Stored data
——————

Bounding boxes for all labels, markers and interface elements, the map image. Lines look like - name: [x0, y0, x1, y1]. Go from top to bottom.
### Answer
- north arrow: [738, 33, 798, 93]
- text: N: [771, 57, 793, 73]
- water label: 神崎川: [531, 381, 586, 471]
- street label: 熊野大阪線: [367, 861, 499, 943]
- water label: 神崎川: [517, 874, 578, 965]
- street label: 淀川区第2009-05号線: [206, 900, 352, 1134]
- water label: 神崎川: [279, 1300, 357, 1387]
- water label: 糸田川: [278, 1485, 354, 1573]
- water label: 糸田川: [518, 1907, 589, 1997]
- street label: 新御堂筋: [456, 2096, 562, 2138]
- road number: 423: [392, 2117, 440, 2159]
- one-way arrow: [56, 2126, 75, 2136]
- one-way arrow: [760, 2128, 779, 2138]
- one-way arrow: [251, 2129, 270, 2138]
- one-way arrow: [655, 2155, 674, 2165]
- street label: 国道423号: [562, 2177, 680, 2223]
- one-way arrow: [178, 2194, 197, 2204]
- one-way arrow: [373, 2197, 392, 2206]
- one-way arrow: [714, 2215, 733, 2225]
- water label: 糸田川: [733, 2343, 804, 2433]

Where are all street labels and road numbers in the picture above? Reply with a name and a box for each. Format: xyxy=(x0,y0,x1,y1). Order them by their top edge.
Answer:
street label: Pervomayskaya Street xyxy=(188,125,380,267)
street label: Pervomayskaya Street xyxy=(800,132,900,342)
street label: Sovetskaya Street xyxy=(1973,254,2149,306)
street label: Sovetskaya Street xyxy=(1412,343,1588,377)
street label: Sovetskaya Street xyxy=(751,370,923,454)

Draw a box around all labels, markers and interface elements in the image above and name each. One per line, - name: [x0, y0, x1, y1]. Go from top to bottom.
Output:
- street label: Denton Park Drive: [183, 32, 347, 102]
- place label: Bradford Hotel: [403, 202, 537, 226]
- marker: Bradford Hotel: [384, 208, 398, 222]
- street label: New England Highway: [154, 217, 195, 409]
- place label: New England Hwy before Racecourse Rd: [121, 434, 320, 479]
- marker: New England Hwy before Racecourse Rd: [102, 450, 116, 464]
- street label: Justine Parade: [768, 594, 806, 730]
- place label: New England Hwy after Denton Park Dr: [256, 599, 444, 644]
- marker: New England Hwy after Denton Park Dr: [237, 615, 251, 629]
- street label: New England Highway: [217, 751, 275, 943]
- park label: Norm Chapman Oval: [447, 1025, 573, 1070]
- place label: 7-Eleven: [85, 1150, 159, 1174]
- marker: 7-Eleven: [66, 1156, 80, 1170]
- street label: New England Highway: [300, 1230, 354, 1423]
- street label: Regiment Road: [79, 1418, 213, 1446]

——————

• DIRECTIONS:
Copy out every record above once more, precisely as written.

• RESPONSE TO THE TASK:
Bounding boxes for all labels, markers and interface elements, the map image. Lines look like - name: [x0, y0, x1, y1]. Go from top to bottom.
### Answer
- north arrow: [738, 33, 798, 93]
- text: N: [771, 57, 793, 73]
- water label: 神崎川: [531, 381, 586, 471]
- street label: 熊野大阪線: [367, 861, 499, 943]
- water label: 神崎川: [517, 874, 578, 965]
- street label: 淀川区第2009-05号線: [206, 900, 352, 1134]
- water label: 神崎川: [279, 1300, 357, 1387]
- water label: 糸田川: [278, 1485, 354, 1573]
- water label: 糸田川: [518, 1907, 589, 1997]
- street label: 新御堂筋: [456, 2096, 562, 2138]
- road number: 423: [392, 2117, 440, 2159]
- one-way arrow: [56, 2126, 75, 2136]
- one-way arrow: [760, 2128, 779, 2138]
- one-way arrow: [251, 2129, 270, 2138]
- one-way arrow: [655, 2155, 674, 2165]
- street label: 国道423号: [562, 2177, 680, 2223]
- one-way arrow: [178, 2194, 197, 2204]
- one-way arrow: [373, 2197, 392, 2206]
- one-way arrow: [714, 2215, 733, 2225]
- water label: 糸田川: [733, 2343, 804, 2433]

Where are all street labels and road numbers in the picture above? Reply with a name and a box for each. Format: xyxy=(x0,y0,x1,y1). Order them by their top edge.
Answer:
street label: Pervomayskaya Street xyxy=(188,125,380,267)
street label: Pervomayskaya Street xyxy=(800,132,900,342)
street label: Sovetskaya Street xyxy=(1973,254,2149,306)
street label: Sovetskaya Street xyxy=(1412,343,1588,377)
street label: Sovetskaya Street xyxy=(751,370,923,454)

Draw a box around all labels, markers and interface elements in the image above and name each. One per line, - name: [x0, y0, x1, y1]. Go from top to bottom.
Output:
- street label: Denton Park Drive: [183, 32, 347, 102]
- place label: Bradford Hotel: [403, 202, 537, 226]
- marker: Bradford Hotel: [384, 208, 398, 222]
- street label: New England Highway: [154, 217, 195, 409]
- place label: New England Hwy before Racecourse Rd: [121, 434, 320, 479]
- marker: New England Hwy before Racecourse Rd: [102, 450, 116, 464]
- street label: Justine Parade: [768, 594, 806, 730]
- place label: New England Hwy after Denton Park Dr: [256, 599, 444, 644]
- marker: New England Hwy after Denton Park Dr: [237, 615, 251, 629]
- street label: New England Highway: [217, 751, 275, 943]
- park label: Norm Chapman Oval: [447, 1025, 573, 1070]
- place label: 7-Eleven: [85, 1150, 159, 1174]
- marker: 7-Eleven: [66, 1156, 80, 1170]
- street label: New England Highway: [300, 1230, 354, 1423]
- street label: Regiment Road: [79, 1418, 213, 1446]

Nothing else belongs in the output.